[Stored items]
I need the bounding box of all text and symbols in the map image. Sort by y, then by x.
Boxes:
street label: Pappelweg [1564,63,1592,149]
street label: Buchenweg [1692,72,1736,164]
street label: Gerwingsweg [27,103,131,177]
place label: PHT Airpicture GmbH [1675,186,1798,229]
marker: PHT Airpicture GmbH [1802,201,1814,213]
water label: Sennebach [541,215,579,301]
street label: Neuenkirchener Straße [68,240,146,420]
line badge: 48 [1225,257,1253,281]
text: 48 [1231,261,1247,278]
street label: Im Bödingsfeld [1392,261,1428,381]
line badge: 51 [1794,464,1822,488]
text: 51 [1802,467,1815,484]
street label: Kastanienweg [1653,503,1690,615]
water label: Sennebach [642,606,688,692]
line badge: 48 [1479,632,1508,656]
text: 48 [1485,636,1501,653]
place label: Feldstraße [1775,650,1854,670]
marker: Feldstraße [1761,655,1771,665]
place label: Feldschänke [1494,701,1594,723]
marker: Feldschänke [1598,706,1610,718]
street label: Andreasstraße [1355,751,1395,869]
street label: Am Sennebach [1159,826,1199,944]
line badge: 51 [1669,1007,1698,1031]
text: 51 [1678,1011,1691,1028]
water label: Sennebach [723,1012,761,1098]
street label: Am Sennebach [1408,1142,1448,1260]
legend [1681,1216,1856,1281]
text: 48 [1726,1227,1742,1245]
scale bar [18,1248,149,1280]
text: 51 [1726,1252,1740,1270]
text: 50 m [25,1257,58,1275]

**ABOUT THIS EXERCISE**
Every record must be output again with its wording unchanged.

**PROBLEM SOLUTION**
I need the bounding box of all text and symbols in the map image. Sort by y, then by x.
Boxes:
street label: Pappelweg [1564,63,1592,149]
street label: Buchenweg [1692,72,1736,164]
street label: Gerwingsweg [27,103,131,177]
place label: PHT Airpicture GmbH [1675,186,1798,229]
marker: PHT Airpicture GmbH [1802,201,1814,213]
water label: Sennebach [541,215,579,301]
street label: Neuenkirchener Straße [68,240,146,420]
line badge: 48 [1225,257,1253,281]
text: 48 [1231,261,1247,278]
street label: Im Bödingsfeld [1392,261,1428,381]
line badge: 51 [1794,464,1822,488]
text: 51 [1802,467,1815,484]
street label: Kastanienweg [1653,503,1690,615]
water label: Sennebach [642,606,688,692]
line badge: 48 [1479,632,1508,656]
text: 48 [1485,636,1501,653]
place label: Feldstraße [1775,650,1854,670]
marker: Feldstraße [1761,655,1771,665]
place label: Feldschänke [1494,701,1594,723]
marker: Feldschänke [1598,706,1610,718]
street label: Andreasstraße [1355,751,1395,869]
street label: Am Sennebach [1159,826,1199,944]
line badge: 51 [1669,1007,1698,1031]
text: 51 [1678,1011,1691,1028]
water label: Sennebach [723,1012,761,1098]
street label: Am Sennebach [1408,1142,1448,1260]
legend [1681,1216,1856,1281]
text: 48 [1726,1227,1742,1245]
scale bar [18,1248,149,1280]
text: 51 [1726,1252,1740,1270]
text: 50 m [25,1257,58,1275]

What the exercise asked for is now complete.